:: Data excerpts ::
*** Block opens ***
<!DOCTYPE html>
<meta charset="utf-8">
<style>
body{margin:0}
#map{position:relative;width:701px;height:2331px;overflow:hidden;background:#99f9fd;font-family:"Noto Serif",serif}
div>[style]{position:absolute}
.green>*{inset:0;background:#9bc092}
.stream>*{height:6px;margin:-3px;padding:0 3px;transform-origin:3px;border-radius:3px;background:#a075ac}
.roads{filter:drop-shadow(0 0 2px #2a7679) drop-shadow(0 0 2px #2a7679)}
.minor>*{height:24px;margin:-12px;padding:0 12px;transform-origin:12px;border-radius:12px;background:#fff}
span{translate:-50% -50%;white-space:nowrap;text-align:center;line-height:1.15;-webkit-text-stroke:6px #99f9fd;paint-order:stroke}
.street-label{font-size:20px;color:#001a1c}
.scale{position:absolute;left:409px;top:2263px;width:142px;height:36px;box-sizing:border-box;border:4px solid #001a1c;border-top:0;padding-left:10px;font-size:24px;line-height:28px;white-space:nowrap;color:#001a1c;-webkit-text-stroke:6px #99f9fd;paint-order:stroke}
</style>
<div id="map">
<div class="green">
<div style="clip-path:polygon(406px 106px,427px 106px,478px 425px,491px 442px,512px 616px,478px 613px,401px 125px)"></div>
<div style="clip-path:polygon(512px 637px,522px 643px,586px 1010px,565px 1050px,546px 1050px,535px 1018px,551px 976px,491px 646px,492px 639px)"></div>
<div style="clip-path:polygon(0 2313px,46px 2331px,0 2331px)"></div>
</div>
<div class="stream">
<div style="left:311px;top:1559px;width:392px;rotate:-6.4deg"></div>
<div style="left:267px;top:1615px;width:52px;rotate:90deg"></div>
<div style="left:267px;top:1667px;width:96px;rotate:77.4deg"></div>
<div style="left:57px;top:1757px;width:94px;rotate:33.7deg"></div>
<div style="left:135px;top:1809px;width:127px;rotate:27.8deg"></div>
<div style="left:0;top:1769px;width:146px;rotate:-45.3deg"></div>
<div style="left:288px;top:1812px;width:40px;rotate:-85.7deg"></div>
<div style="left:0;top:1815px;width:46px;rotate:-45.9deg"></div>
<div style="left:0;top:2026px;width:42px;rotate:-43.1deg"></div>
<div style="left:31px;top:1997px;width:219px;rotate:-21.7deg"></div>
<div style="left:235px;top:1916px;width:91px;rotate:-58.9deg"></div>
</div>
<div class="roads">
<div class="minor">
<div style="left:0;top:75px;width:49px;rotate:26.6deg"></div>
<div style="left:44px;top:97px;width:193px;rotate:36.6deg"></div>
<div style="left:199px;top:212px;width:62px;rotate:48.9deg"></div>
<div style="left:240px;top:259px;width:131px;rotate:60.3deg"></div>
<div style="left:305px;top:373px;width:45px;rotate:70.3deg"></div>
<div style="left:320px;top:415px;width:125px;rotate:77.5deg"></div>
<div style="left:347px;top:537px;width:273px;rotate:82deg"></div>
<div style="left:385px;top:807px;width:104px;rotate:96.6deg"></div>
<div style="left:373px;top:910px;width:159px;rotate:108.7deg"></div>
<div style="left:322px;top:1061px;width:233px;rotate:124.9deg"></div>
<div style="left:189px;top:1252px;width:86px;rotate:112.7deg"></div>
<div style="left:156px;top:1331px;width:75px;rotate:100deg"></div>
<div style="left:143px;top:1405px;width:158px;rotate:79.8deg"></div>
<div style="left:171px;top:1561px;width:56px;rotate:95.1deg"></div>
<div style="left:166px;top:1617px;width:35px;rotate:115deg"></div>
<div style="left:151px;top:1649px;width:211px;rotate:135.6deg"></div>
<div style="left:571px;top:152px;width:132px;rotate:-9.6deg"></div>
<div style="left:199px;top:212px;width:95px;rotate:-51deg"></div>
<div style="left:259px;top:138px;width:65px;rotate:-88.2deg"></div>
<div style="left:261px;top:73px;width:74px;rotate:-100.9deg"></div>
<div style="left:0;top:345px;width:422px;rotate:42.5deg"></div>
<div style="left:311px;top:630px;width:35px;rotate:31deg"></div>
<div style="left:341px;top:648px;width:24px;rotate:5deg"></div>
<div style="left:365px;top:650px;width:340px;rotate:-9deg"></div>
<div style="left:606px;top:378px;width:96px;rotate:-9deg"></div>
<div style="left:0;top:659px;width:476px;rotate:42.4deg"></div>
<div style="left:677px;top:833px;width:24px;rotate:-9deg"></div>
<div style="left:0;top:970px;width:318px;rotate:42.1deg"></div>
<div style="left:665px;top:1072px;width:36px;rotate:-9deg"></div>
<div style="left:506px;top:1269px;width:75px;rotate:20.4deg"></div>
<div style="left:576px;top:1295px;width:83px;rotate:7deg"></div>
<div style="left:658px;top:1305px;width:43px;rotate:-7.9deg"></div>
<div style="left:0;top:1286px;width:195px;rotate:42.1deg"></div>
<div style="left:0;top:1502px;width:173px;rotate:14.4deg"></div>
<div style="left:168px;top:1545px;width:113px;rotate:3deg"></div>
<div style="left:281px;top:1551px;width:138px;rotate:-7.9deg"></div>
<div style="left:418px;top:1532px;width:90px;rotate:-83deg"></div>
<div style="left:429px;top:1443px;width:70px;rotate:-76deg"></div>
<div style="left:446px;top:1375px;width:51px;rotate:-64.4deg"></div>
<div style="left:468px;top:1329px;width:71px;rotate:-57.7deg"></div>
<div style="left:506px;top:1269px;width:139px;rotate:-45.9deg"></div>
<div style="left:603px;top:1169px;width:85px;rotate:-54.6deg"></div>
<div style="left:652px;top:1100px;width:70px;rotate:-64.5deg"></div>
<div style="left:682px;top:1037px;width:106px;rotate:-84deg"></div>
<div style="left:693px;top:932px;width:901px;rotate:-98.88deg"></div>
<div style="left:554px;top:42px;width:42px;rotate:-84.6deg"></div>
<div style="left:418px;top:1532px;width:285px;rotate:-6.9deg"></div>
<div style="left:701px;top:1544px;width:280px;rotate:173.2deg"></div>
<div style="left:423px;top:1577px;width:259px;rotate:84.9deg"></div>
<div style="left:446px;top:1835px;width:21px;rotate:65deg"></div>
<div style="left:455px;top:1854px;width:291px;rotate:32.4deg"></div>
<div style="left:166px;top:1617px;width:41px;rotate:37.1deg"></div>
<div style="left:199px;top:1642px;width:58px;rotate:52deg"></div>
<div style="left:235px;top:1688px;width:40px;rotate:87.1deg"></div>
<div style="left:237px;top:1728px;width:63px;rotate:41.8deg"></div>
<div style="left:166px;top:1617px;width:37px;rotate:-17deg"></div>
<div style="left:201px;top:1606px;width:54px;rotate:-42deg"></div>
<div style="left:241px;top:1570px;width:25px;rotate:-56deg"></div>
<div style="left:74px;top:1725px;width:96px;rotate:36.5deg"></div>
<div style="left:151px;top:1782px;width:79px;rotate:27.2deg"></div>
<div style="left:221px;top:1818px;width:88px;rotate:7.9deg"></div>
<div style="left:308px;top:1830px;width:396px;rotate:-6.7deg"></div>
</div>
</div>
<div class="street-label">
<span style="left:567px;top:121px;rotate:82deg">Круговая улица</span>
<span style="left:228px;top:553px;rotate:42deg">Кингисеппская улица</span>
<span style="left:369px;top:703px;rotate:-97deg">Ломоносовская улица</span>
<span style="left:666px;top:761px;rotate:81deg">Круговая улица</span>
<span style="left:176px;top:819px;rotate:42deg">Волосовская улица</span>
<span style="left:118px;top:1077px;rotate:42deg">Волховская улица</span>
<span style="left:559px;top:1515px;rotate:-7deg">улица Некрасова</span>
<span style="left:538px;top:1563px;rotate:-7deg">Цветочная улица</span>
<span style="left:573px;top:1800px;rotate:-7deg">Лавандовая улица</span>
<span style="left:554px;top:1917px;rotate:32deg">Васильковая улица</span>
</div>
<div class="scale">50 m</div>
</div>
*** Block closes ***
*** Block opens ***
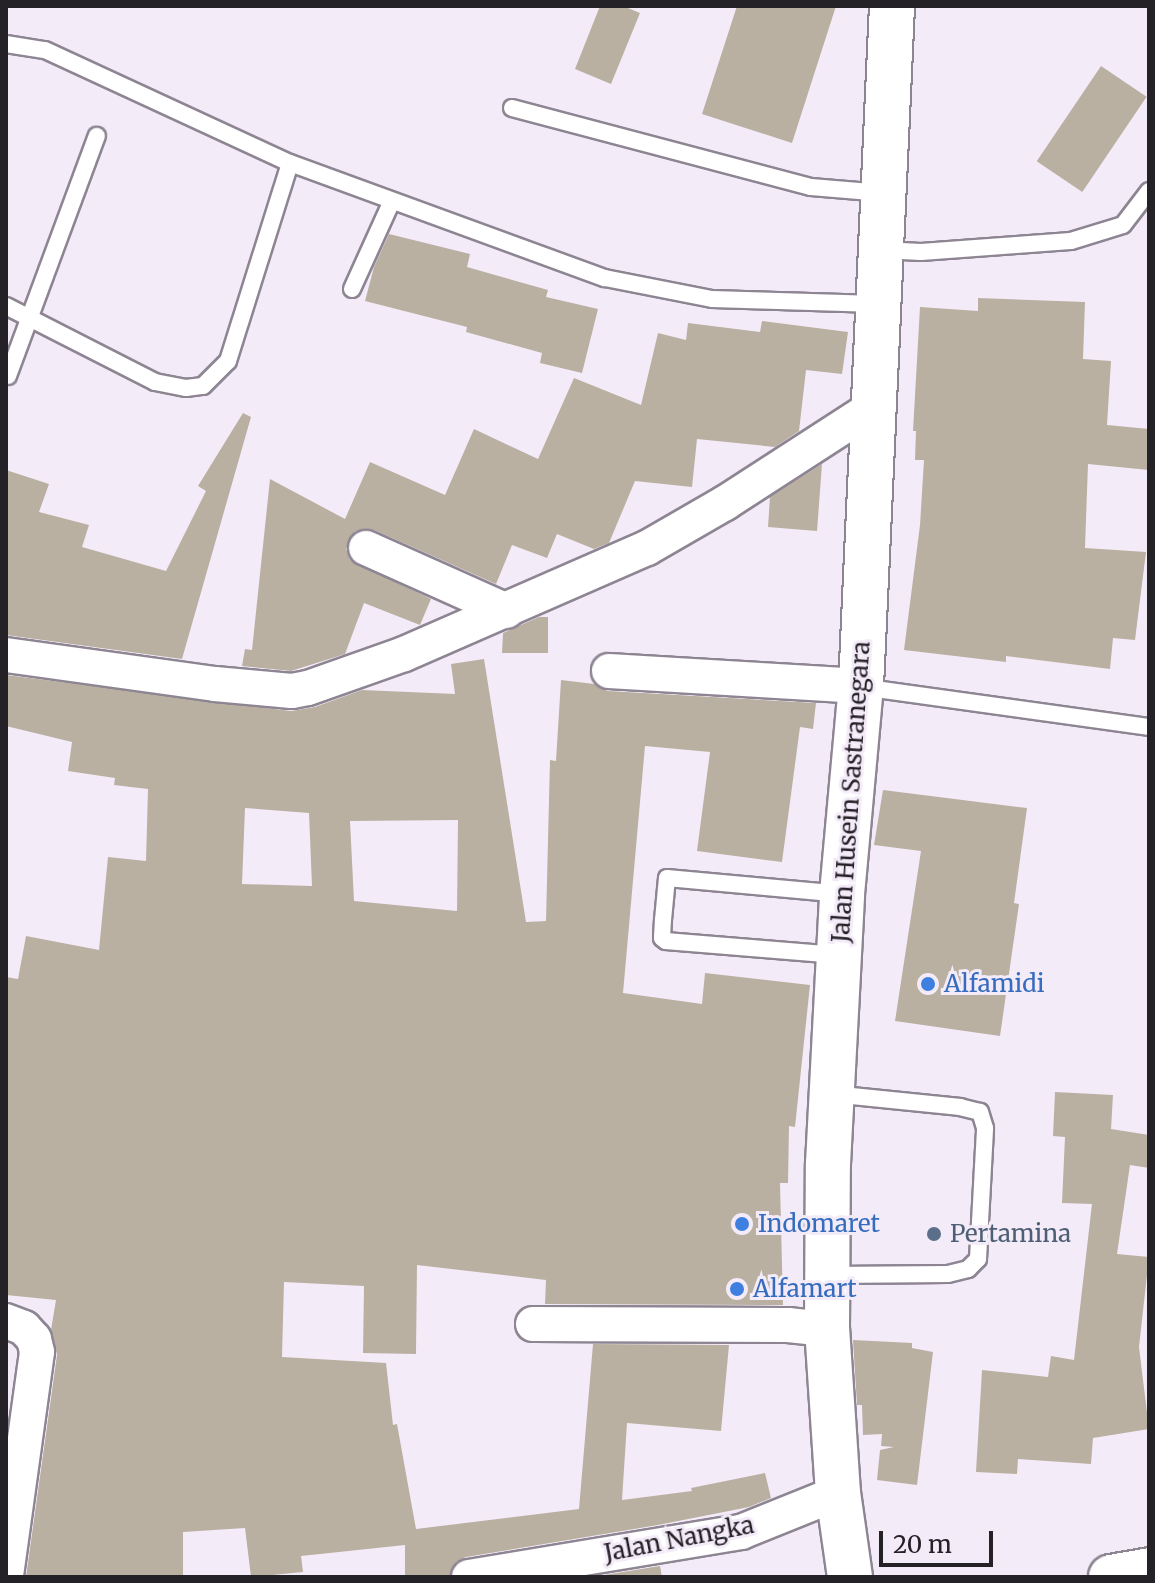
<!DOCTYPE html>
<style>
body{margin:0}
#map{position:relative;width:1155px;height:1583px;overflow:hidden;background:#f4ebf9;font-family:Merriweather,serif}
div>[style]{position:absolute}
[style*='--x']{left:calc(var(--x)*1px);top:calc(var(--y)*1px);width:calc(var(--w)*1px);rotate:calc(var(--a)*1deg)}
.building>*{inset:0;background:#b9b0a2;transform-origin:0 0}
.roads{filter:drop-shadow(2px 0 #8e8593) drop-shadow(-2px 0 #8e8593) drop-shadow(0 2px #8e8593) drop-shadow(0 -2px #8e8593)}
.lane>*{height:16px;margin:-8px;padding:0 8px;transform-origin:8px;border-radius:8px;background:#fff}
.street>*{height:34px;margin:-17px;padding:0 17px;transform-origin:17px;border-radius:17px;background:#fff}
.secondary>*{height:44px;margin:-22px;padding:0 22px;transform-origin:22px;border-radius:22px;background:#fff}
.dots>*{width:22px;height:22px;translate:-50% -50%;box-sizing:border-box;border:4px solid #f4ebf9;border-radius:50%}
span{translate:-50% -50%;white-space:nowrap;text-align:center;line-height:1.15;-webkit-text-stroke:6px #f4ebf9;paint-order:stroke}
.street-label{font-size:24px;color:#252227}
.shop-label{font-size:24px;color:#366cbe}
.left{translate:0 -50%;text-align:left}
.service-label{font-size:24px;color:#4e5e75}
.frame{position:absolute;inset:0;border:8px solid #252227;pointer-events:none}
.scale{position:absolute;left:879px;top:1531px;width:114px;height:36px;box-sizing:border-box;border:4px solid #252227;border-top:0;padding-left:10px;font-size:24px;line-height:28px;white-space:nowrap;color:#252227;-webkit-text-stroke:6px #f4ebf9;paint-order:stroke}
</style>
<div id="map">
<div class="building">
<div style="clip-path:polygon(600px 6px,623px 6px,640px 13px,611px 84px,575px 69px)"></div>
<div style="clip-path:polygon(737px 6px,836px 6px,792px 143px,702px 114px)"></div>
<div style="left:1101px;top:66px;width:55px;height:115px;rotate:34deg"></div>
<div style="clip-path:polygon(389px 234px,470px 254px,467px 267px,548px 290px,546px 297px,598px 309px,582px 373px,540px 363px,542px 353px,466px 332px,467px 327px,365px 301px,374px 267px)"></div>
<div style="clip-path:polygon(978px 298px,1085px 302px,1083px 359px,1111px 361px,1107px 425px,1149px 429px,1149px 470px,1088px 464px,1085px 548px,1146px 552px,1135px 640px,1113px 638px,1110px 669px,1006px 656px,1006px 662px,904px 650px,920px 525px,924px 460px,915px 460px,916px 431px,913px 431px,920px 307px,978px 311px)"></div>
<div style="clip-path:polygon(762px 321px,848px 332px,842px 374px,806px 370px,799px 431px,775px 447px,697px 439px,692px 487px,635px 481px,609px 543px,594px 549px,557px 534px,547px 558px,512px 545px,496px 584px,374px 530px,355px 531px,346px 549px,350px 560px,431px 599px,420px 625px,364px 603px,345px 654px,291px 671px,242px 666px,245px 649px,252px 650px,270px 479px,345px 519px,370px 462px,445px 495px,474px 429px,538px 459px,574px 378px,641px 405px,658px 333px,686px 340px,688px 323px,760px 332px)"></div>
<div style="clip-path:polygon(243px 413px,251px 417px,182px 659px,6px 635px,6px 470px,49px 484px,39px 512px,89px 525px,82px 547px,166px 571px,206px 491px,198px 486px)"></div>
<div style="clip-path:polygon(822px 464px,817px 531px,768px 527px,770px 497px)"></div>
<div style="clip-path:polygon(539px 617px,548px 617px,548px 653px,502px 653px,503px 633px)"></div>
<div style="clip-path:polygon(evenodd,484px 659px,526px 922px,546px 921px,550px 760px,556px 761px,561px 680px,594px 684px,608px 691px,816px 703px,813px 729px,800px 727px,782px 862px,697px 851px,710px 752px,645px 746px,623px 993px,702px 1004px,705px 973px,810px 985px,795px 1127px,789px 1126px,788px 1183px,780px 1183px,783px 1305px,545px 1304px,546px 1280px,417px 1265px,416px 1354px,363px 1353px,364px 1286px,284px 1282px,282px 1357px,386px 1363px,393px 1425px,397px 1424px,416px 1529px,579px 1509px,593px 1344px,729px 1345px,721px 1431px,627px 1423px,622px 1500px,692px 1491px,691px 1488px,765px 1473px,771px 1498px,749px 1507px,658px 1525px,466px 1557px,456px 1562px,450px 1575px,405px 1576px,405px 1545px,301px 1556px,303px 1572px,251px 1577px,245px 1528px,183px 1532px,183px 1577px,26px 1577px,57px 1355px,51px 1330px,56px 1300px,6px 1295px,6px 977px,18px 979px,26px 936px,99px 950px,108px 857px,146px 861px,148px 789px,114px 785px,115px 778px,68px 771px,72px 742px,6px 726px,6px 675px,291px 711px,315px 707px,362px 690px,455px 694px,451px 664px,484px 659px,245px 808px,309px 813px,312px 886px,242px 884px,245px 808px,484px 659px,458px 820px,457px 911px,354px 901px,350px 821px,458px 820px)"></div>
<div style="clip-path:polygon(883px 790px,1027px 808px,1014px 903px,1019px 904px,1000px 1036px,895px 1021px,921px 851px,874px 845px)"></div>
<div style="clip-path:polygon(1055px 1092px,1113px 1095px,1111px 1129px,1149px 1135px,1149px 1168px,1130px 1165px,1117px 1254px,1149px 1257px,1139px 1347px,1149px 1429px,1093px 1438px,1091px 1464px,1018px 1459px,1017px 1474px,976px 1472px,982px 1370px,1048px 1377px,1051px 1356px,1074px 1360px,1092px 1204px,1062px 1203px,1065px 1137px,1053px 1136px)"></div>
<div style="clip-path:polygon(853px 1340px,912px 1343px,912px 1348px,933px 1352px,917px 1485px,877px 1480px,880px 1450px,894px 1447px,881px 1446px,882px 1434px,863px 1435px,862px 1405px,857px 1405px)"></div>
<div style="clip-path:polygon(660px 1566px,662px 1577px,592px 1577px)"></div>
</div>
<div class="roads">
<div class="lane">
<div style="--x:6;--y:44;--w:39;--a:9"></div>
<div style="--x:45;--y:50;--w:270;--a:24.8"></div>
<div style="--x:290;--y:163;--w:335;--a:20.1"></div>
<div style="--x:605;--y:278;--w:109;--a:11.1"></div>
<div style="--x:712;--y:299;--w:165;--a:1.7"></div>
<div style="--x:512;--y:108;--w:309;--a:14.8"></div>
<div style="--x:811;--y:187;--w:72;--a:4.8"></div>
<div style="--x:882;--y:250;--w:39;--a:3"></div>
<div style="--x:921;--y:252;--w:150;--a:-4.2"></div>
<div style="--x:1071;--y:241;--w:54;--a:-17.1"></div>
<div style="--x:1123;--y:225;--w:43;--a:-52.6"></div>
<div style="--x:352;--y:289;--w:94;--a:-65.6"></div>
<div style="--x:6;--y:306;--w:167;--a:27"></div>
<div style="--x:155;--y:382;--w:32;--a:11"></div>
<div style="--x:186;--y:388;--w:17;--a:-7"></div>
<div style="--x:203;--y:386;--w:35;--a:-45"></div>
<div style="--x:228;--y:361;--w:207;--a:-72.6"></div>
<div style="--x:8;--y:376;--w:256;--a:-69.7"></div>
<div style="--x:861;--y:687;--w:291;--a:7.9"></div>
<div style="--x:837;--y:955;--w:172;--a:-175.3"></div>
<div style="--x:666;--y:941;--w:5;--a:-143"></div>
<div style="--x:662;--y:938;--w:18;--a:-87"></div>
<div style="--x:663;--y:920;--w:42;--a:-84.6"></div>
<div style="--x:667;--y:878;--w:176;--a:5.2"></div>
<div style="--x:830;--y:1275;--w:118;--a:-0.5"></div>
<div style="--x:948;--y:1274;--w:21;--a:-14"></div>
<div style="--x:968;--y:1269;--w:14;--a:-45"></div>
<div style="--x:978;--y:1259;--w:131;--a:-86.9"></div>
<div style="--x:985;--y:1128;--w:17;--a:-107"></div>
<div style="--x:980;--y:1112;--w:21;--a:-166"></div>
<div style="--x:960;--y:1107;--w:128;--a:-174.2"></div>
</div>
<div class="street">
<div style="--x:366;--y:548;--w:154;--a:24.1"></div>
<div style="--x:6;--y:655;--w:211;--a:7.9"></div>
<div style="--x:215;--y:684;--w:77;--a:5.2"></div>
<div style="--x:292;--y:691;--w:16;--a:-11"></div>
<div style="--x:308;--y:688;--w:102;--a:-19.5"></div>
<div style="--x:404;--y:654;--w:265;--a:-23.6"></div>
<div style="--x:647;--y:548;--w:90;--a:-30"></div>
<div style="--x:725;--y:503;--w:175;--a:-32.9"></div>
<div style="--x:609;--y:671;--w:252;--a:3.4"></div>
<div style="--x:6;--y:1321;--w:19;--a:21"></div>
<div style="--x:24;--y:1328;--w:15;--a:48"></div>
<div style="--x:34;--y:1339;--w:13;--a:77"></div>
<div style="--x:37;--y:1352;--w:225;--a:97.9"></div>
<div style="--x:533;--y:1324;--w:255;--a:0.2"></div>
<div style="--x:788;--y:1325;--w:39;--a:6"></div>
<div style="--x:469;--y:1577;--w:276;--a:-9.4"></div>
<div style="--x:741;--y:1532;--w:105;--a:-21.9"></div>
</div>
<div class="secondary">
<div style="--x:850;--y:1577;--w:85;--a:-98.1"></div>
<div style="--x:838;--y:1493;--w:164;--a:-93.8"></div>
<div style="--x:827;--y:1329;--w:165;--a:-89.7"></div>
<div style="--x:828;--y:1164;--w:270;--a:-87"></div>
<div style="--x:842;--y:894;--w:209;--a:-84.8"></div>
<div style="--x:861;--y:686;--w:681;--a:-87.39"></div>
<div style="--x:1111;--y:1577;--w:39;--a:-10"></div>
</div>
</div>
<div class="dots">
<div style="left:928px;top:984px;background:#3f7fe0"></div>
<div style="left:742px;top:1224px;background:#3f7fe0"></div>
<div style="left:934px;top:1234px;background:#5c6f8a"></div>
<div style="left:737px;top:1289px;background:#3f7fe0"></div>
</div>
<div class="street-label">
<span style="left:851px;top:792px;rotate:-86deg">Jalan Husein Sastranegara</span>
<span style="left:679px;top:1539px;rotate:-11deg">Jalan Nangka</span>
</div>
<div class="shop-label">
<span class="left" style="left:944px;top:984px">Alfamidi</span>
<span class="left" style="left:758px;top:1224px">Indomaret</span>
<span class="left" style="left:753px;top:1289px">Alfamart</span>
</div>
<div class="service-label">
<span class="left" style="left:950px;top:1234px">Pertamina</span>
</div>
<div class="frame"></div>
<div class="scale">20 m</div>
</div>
*** Block closes ***
:: Work task ::
Those lines above that contain the string "hidden" should be returned.

:: The completed task ::
#map{position:relative;width:701px;height:2331px;overflow:hidden;background:#99f9fd;font-family:"Noto Serif",serif}
#map{position:relative;width:1155px;height:1583px;overflow:hidden;background:#f4ebf9;font-family:Merriweather,serif}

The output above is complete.